Task brief
Could you filter the records below down to the lines that include the word "streets"?

:: Records to process

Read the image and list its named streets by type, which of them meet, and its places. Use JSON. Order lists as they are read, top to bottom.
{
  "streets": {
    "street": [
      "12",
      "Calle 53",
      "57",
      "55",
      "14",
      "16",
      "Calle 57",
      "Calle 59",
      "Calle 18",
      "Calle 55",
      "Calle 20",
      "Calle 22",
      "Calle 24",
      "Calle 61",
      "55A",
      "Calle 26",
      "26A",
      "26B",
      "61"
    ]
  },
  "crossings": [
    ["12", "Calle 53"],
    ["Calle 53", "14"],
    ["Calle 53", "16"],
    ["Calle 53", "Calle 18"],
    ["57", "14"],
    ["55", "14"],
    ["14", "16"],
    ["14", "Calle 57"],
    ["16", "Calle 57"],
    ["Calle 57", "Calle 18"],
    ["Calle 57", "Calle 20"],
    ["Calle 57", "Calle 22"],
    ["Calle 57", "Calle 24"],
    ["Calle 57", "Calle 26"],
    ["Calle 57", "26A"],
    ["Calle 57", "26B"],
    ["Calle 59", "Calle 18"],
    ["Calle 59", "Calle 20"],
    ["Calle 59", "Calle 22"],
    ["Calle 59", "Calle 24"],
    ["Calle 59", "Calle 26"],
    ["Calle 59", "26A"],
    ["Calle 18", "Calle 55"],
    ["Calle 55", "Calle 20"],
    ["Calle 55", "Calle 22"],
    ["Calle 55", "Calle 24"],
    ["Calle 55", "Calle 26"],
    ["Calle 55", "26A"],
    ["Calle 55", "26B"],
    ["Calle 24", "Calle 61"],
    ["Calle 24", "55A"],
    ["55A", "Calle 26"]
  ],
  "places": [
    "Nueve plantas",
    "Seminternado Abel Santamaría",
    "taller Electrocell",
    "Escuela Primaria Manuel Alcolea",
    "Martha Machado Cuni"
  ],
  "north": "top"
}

::::

Reply
Read the image and list its named streets by type, which of them meet, and its places. Use JSON. Order lists as they are read, top to bottom.
  "streets": {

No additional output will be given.